##### RECORDS
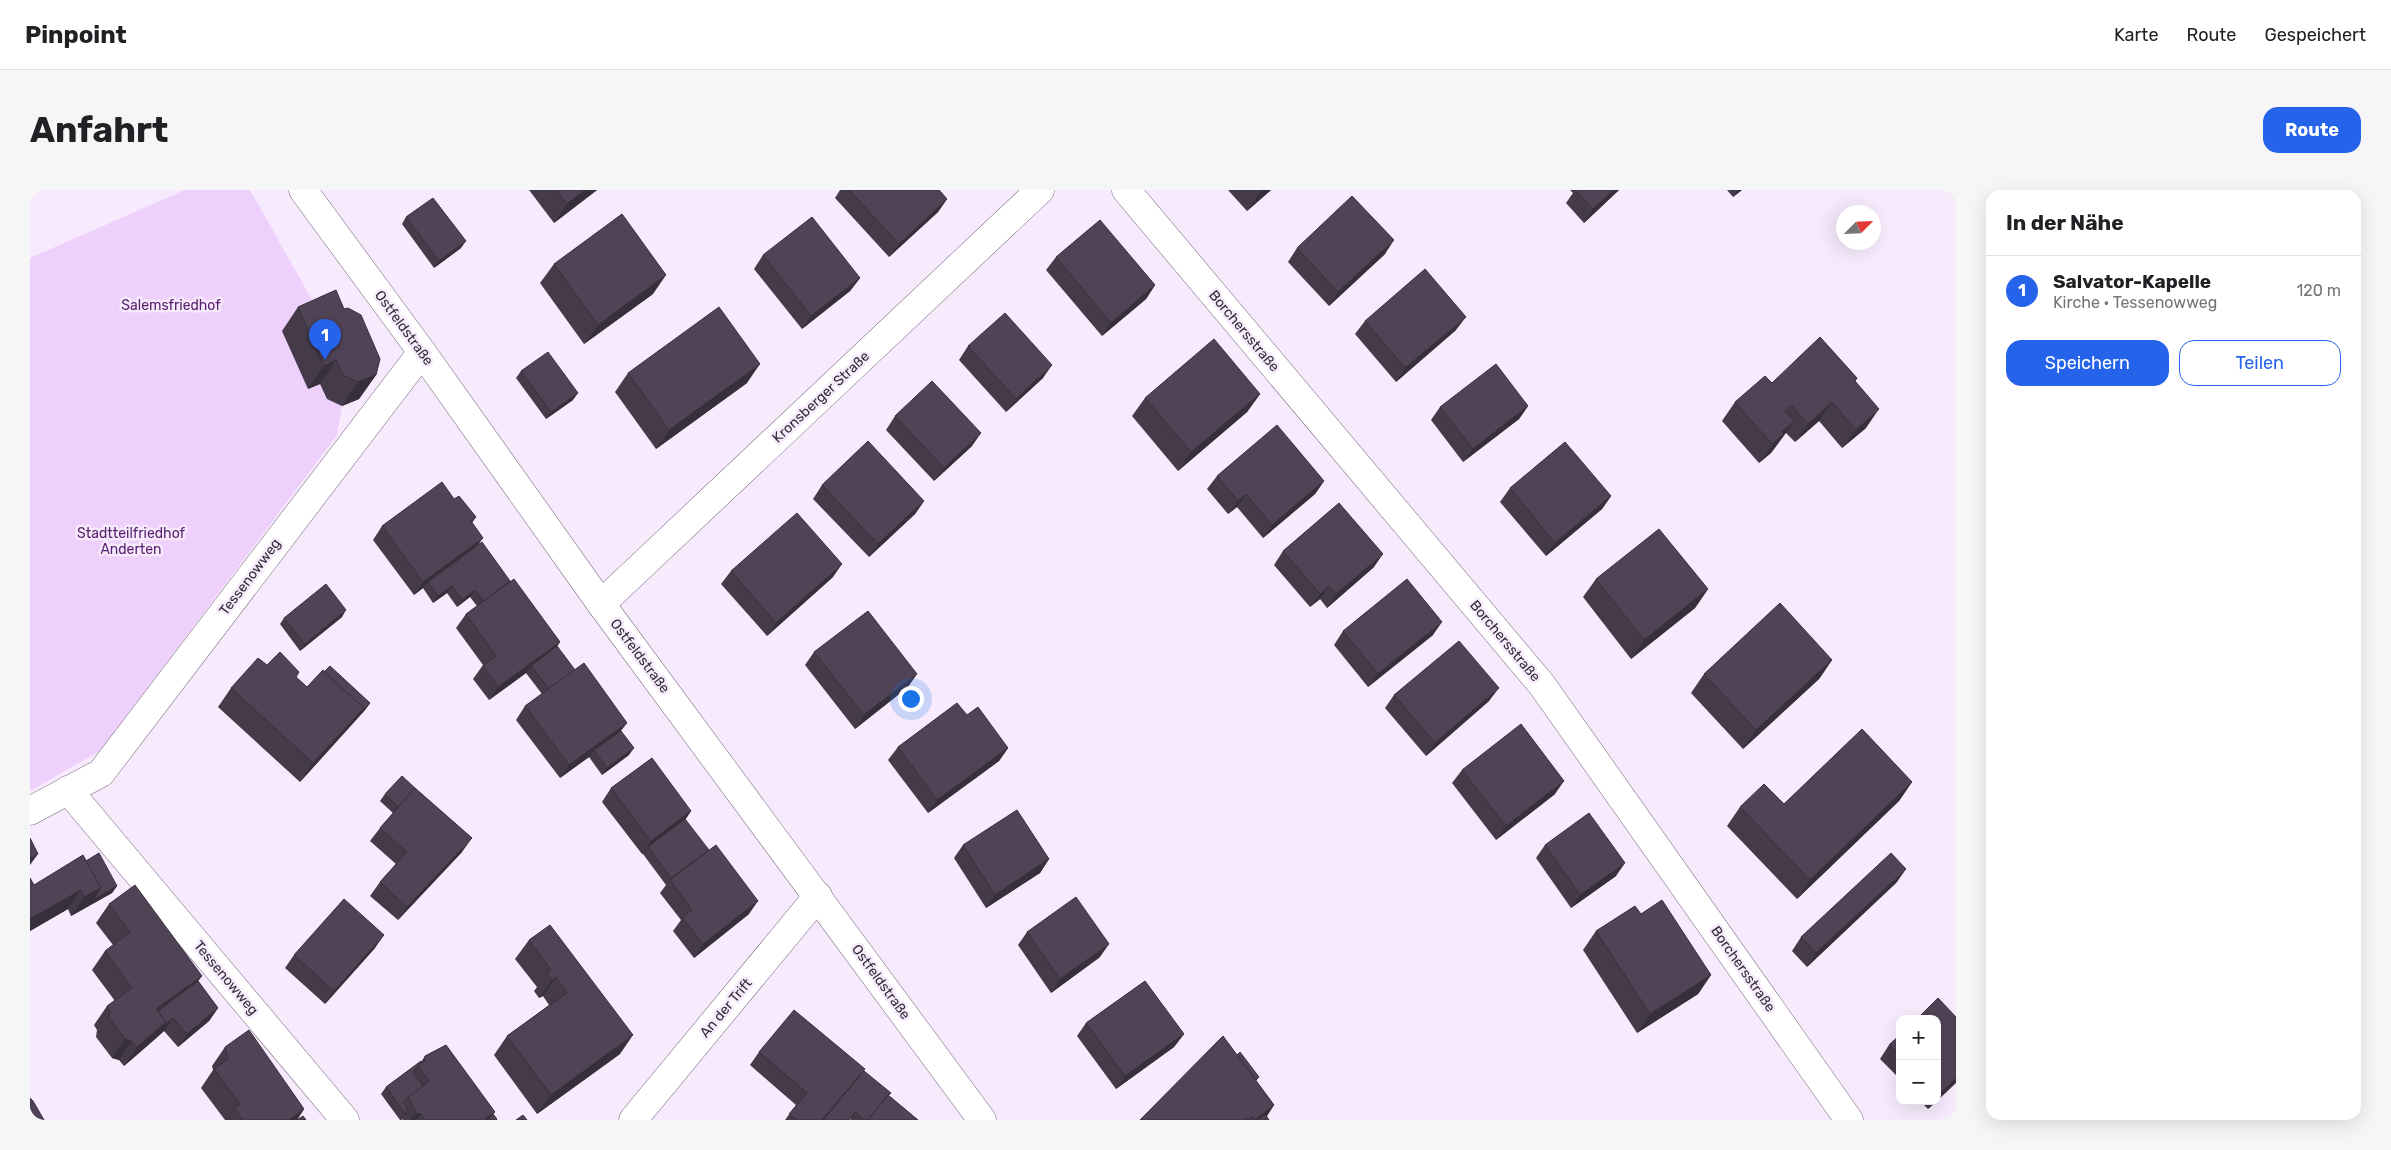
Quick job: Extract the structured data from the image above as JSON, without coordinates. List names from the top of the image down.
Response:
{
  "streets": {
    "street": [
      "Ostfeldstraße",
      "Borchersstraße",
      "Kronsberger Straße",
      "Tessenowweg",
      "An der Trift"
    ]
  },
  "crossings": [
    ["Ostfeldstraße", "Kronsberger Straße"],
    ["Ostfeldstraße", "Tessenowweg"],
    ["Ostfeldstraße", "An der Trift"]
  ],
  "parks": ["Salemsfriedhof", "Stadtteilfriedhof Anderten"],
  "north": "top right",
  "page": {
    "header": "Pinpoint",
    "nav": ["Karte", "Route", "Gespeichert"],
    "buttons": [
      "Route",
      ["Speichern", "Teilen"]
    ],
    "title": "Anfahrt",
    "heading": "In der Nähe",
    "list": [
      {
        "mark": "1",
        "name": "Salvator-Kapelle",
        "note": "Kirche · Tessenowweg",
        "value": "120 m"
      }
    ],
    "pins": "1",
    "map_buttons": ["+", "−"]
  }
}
##########
● **WORK REQUIRED**
Looking at the material above, how many lines hold the word "Ostfeldstraße"? Only the number, please.

● **ANSWER SPACE**
4